**EXERCISE BRIEF:** Count every line in the records below that contains the string "currentColor". Report that number alone.

----------------------------------------

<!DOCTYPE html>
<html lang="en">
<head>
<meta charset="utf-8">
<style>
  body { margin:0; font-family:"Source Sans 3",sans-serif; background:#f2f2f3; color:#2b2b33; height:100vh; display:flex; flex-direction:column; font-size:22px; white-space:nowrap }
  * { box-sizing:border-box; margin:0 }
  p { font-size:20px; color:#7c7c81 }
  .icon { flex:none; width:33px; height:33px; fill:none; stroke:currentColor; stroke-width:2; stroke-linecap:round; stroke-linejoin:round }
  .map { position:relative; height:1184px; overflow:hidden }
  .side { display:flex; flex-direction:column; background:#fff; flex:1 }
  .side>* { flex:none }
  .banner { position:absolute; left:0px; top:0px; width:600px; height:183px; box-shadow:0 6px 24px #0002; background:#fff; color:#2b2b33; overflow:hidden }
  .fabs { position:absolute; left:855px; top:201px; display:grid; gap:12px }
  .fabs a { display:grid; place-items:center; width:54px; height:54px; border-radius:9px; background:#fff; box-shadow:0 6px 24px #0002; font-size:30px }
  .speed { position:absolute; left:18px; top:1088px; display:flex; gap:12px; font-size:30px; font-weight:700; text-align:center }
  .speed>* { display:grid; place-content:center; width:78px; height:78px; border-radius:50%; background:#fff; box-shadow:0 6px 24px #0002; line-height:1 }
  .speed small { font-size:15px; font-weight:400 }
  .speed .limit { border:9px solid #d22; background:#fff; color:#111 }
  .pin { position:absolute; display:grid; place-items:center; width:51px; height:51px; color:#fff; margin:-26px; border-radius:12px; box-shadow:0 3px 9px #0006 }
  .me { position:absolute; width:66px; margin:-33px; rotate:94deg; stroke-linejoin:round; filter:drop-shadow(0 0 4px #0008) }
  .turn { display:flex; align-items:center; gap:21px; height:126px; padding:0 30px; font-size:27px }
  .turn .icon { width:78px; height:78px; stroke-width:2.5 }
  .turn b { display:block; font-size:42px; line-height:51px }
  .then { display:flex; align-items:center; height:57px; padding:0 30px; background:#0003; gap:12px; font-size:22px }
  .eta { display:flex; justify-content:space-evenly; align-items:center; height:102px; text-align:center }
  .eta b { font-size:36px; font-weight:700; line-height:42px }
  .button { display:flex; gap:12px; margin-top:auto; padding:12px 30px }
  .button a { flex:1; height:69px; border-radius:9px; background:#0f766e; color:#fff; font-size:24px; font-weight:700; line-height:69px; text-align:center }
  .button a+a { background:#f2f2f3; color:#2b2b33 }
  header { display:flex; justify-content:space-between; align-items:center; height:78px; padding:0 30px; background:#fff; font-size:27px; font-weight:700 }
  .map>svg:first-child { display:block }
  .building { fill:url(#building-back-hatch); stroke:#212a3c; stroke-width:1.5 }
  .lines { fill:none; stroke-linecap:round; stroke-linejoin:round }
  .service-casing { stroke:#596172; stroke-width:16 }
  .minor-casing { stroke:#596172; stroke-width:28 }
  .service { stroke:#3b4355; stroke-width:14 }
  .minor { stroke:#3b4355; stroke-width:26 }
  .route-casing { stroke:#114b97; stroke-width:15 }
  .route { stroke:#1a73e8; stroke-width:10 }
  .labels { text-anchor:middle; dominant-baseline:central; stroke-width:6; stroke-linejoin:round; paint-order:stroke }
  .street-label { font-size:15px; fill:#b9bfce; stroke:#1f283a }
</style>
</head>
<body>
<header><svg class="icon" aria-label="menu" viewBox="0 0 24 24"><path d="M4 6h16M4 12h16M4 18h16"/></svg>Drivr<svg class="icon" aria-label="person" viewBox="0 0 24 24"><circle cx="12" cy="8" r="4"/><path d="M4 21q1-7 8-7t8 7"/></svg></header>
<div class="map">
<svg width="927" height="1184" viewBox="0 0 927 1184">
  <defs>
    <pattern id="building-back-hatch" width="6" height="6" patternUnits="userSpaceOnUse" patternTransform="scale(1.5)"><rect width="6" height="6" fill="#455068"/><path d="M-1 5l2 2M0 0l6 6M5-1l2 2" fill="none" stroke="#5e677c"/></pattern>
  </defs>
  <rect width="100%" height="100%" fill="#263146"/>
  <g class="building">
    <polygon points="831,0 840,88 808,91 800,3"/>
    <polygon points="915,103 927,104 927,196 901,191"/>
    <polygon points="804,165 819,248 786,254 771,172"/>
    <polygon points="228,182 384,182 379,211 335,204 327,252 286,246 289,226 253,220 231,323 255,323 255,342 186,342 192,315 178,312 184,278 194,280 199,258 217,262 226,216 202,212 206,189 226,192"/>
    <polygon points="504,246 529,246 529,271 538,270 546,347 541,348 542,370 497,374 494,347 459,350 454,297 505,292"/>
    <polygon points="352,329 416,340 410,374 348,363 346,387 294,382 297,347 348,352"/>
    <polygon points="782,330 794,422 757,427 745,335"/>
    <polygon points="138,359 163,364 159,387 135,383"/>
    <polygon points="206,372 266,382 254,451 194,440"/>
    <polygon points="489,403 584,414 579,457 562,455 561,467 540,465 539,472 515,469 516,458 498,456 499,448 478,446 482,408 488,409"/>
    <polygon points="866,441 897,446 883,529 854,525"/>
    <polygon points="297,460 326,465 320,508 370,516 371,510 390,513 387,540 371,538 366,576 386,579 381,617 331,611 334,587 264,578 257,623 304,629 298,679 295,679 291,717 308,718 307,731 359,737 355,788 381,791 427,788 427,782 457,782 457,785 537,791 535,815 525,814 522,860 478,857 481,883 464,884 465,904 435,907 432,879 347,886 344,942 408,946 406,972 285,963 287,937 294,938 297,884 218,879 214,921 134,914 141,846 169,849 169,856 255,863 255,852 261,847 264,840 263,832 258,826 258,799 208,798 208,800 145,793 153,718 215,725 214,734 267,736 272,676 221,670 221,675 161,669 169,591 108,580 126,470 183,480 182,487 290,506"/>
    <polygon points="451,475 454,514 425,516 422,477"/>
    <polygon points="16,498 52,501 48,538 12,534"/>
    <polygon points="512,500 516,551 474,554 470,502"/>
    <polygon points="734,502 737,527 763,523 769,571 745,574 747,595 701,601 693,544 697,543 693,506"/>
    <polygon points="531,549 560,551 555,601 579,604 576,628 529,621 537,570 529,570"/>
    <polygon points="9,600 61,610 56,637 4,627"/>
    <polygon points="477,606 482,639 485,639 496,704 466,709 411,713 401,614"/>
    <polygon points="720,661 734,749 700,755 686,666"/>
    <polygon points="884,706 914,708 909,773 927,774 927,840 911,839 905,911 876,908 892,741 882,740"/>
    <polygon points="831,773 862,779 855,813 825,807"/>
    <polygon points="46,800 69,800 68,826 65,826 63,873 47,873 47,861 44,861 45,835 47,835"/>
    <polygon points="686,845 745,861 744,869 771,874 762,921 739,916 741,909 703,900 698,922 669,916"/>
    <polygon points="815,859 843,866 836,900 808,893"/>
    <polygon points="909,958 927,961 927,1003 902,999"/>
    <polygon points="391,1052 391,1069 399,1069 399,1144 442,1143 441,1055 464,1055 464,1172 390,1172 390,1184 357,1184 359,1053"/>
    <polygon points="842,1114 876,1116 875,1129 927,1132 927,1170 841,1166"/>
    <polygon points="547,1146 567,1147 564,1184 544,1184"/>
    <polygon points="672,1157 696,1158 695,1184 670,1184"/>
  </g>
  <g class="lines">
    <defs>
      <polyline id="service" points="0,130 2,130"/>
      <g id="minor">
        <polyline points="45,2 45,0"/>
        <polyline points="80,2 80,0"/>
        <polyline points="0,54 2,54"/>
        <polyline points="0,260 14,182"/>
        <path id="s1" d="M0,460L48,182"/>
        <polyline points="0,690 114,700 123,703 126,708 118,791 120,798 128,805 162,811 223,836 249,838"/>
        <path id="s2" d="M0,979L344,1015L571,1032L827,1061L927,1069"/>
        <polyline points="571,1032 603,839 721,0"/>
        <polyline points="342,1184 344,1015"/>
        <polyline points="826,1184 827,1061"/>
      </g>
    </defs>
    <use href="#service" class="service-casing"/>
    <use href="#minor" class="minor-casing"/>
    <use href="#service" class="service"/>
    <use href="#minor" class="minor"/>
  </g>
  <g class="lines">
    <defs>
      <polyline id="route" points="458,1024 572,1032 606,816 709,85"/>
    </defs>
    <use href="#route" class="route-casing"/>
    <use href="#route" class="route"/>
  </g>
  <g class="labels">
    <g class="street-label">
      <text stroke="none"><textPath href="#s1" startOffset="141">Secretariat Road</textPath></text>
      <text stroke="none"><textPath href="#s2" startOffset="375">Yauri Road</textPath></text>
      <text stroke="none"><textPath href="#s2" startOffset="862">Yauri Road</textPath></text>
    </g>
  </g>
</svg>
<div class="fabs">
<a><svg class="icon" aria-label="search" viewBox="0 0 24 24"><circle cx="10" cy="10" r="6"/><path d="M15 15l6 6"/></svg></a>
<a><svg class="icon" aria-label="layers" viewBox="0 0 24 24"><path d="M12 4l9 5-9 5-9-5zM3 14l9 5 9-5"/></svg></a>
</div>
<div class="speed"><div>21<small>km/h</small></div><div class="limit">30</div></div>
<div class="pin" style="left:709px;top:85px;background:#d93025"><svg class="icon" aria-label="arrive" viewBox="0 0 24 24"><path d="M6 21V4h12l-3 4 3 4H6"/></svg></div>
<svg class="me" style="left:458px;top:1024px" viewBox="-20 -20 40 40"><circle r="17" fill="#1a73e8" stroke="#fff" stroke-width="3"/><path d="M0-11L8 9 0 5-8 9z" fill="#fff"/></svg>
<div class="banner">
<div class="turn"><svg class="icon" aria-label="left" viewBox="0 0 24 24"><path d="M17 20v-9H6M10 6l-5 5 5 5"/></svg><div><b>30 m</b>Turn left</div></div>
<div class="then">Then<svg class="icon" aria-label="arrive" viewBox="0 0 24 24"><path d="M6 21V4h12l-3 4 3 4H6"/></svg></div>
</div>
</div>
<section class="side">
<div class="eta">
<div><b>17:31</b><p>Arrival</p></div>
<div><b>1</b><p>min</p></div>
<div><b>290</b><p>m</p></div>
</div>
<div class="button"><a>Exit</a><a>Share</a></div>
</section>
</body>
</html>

----------------------------------------

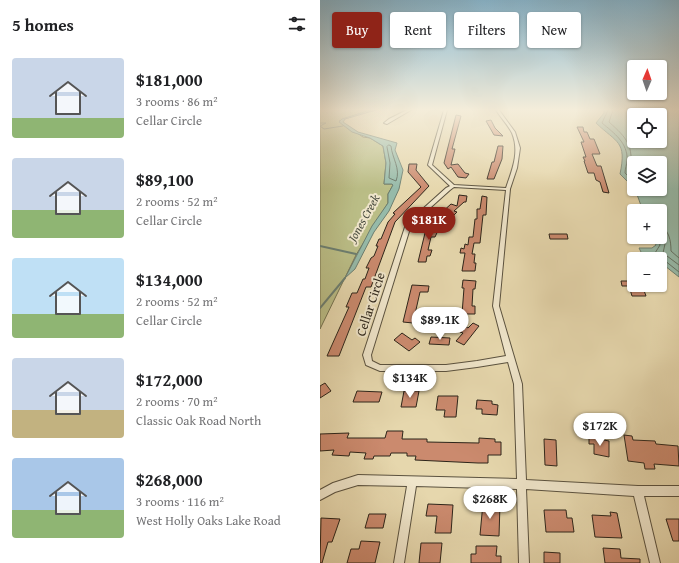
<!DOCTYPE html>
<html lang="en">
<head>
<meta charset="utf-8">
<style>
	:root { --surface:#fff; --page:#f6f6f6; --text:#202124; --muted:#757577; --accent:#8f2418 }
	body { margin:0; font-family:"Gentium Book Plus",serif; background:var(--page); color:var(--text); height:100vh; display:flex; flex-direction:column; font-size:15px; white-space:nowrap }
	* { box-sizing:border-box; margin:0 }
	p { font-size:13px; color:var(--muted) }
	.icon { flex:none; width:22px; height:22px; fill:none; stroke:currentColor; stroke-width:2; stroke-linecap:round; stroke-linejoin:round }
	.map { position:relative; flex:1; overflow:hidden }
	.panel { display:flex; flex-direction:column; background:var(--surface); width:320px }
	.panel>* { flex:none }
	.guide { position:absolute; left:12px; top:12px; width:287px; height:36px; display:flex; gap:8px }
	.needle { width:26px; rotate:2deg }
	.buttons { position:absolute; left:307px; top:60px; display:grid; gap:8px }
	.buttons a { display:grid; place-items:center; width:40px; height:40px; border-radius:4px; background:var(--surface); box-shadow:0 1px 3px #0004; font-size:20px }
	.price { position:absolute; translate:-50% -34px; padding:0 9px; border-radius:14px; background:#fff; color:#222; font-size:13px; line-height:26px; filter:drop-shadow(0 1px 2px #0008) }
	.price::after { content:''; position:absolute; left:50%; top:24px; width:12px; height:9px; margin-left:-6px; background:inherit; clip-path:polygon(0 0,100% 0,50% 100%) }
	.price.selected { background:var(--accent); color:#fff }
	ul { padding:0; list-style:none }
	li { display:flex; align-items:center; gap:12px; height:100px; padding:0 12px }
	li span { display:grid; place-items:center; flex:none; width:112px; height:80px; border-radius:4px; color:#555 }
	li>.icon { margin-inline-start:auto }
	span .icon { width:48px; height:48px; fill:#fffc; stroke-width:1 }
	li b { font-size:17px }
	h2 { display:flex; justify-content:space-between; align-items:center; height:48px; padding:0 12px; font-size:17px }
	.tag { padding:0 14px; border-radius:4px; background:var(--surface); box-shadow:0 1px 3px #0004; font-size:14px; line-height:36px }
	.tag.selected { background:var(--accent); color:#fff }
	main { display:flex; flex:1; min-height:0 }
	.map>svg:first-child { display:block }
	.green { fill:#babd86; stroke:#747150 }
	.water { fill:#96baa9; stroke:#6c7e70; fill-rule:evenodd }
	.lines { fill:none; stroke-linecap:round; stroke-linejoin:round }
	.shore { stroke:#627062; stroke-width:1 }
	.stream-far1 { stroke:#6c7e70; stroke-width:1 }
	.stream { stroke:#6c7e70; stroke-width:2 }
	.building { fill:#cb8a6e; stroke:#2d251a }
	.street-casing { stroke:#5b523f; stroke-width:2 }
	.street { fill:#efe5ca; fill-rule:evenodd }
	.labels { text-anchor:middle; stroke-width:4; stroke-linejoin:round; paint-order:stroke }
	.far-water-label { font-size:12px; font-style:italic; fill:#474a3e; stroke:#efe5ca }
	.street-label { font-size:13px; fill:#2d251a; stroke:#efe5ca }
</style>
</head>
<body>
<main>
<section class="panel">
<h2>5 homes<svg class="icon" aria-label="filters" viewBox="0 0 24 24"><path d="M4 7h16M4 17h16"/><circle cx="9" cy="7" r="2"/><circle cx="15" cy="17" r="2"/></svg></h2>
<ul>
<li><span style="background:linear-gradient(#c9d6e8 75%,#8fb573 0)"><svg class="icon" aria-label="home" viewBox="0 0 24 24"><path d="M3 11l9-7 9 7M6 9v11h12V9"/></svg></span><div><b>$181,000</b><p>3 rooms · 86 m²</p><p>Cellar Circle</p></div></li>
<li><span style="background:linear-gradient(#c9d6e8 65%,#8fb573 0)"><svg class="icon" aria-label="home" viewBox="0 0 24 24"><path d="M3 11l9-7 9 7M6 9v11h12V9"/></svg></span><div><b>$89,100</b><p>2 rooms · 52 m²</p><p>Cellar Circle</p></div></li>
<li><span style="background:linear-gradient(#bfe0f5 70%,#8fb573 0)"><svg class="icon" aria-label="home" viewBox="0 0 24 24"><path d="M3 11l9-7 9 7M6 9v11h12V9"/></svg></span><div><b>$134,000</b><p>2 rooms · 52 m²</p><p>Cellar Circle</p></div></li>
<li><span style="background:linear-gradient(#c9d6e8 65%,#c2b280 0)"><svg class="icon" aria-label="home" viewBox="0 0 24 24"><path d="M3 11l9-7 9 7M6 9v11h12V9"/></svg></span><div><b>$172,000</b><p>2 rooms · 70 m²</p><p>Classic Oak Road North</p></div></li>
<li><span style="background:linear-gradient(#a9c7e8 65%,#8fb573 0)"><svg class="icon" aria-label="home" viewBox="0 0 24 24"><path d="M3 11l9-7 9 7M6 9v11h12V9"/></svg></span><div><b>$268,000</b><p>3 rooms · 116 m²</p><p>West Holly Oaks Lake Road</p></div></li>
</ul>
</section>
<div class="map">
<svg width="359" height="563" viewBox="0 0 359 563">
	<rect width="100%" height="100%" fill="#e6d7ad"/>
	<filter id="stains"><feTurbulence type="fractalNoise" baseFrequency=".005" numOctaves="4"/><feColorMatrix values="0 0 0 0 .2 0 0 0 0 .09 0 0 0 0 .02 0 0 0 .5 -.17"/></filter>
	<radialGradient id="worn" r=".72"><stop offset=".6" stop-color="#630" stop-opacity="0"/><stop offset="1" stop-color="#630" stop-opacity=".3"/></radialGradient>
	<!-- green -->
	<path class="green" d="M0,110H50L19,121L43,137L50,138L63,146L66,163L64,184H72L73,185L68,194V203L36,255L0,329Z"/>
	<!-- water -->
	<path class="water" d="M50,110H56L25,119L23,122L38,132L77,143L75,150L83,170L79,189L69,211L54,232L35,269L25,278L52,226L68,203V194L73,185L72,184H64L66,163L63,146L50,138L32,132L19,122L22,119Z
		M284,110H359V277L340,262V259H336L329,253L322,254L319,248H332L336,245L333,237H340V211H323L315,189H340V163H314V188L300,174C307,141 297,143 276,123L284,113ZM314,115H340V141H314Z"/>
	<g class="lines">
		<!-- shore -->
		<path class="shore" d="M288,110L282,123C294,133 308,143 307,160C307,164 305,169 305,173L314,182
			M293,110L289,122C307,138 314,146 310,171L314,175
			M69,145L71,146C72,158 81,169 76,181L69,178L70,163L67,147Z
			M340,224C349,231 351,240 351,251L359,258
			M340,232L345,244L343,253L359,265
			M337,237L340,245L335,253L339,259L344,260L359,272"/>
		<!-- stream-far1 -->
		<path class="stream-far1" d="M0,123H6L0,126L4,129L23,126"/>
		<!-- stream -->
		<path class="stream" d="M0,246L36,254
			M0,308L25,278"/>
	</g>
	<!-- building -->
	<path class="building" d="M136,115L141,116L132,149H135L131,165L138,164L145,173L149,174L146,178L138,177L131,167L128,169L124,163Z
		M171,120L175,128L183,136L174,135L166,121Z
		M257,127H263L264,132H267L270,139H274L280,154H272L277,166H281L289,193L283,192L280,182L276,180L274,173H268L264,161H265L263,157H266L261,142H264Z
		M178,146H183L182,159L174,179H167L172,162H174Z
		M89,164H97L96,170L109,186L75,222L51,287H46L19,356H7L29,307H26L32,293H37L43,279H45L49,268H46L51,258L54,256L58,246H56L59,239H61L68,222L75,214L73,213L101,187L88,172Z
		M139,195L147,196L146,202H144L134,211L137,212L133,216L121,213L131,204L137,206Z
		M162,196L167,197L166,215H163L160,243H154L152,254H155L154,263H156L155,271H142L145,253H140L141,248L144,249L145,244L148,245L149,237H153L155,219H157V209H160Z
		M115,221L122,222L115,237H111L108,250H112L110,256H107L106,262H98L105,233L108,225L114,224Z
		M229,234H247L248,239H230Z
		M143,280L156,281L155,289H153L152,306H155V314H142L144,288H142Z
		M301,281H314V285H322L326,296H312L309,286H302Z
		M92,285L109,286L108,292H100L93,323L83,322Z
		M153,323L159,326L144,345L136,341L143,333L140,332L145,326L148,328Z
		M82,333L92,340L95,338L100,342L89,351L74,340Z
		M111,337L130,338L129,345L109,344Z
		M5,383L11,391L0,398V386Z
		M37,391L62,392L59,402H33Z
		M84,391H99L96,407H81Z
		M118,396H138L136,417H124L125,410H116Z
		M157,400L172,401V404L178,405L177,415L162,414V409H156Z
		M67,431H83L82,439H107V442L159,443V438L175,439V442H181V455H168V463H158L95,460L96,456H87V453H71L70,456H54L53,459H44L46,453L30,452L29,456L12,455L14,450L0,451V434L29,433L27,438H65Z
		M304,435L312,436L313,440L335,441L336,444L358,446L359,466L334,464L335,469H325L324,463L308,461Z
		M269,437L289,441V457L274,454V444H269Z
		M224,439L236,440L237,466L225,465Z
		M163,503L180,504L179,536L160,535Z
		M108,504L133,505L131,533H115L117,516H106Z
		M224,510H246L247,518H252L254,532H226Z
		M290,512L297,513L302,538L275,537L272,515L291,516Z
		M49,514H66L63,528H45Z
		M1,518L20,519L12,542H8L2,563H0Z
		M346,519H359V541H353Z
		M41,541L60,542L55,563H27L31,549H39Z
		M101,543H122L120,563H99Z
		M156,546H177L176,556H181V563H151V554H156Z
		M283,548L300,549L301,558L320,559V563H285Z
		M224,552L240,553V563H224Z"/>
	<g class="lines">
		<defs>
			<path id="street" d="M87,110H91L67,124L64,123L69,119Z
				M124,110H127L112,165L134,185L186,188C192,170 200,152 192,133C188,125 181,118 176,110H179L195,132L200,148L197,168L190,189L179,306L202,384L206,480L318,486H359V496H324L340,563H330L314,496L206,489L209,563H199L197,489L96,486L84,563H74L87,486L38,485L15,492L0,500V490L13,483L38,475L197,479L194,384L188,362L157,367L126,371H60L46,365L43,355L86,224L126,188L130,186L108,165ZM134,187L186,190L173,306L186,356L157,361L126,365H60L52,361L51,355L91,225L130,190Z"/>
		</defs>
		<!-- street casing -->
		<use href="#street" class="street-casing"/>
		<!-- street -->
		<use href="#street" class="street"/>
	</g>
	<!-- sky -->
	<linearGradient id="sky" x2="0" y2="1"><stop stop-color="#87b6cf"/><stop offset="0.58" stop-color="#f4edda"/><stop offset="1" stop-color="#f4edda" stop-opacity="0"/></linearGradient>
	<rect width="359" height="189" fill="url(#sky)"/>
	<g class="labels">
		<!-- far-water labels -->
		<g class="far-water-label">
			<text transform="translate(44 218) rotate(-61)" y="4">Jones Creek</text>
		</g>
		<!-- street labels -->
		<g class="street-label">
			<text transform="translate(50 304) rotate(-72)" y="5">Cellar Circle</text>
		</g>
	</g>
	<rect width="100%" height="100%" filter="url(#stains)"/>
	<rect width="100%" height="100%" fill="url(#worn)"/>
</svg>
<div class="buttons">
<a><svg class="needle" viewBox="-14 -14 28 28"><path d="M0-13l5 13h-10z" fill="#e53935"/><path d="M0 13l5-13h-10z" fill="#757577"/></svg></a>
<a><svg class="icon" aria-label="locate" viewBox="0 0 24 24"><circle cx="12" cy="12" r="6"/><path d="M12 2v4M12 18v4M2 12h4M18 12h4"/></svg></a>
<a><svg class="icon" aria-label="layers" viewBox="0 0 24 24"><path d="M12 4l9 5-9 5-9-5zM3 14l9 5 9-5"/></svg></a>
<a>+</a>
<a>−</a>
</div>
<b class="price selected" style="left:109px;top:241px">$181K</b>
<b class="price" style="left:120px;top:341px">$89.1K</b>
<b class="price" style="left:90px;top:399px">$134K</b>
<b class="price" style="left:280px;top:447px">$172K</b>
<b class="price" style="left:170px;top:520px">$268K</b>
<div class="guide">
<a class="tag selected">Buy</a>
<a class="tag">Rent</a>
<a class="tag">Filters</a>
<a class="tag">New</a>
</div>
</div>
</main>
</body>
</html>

----------------------------------------

**EXPECTED ANSWER:** 2